> **Work instruction**
Your response should consist of the records below, repeated exactly.

═════ Source data ═════

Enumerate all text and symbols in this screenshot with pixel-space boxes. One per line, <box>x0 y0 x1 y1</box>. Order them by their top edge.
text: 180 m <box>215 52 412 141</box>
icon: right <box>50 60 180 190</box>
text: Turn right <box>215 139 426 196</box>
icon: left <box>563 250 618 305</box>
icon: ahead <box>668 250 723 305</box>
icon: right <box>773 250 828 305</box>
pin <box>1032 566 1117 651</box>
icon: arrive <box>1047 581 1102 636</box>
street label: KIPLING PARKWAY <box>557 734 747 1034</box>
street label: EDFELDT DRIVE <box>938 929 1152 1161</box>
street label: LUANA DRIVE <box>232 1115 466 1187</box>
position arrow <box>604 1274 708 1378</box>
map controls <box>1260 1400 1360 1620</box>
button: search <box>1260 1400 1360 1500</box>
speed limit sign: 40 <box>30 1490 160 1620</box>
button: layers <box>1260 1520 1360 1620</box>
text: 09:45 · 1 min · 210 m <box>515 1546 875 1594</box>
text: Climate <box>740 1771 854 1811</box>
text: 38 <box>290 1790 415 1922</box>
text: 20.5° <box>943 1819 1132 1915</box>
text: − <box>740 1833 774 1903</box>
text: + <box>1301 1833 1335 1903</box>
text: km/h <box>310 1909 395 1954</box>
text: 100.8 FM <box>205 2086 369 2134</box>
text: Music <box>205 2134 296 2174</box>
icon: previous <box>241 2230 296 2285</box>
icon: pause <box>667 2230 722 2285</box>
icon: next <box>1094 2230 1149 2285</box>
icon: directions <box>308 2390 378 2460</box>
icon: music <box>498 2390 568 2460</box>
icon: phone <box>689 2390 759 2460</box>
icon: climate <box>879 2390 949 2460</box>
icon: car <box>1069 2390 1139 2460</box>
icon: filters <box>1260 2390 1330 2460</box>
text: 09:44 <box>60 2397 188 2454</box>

═════

> **Response**
Enumerate all text and symbols in this screenshot with pixel-space boxes. One per line, <box>x0 y0 x1 y1</box>. Order them by their top edge.
text: 180 m <box>215 52 412 141</box>
icon: right <box>50 60 180 190</box>
text: Turn right <box>215 139 426 196</box>
icon: left <box>563 250 618 305</box>
icon: ahead <box>668 250 723 305</box>
icon: right <box>773 250 828 305</box>
pin <box>1032 566 1117 651</box>
icon: arrive <box>1047 581 1102 636</box>
street label: KIPLING PARKWAY <box>557 734 747 1034</box>
street label: EDFELDT DRIVE <box>938 929 1152 1161</box>
street label: LUANA DRIVE <box>232 1115 466 1187</box>
position arrow <box>604 1274 708 1378</box>
map controls <box>1260 1400 1360 1620</box>
button: search <box>1260 1400 1360 1500</box>
speed limit sign: 40 <box>30 1490 160 1620</box>
button: layers <box>1260 1520 1360 1620</box>
text: 09:45 · 1 min · 210 m <box>515 1546 875 1594</box>
text: Climate <box>740 1771 854 1811</box>
text: 38 <box>290 1790 415 1922</box>
text: 20.5° <box>943 1819 1132 1915</box>
text: − <box>740 1833 774 1903</box>
text: + <box>1301 1833 1335 1903</box>
text: km/h <box>310 1909 395 1954</box>
text: 100.8 FM <box>205 2086 369 2134</box>
text: Music <box>205 2134 296 2174</box>
icon: previous <box>241 2230 296 2285</box>
icon: pause <box>667 2230 722 2285</box>
icon: next <box>1094 2230 1149 2285</box>
icon: directions <box>308 2390 378 2460</box>
icon: music <box>498 2390 568 2460</box>
icon: phone <box>689 2390 759 2460</box>
icon: climate <box>879 2390 949 2460</box>
icon: car <box>1069 2390 1139 2460</box>
icon: filters <box>1260 2390 1330 2460</box>
text: 09:44 <box>60 2397 188 2454</box>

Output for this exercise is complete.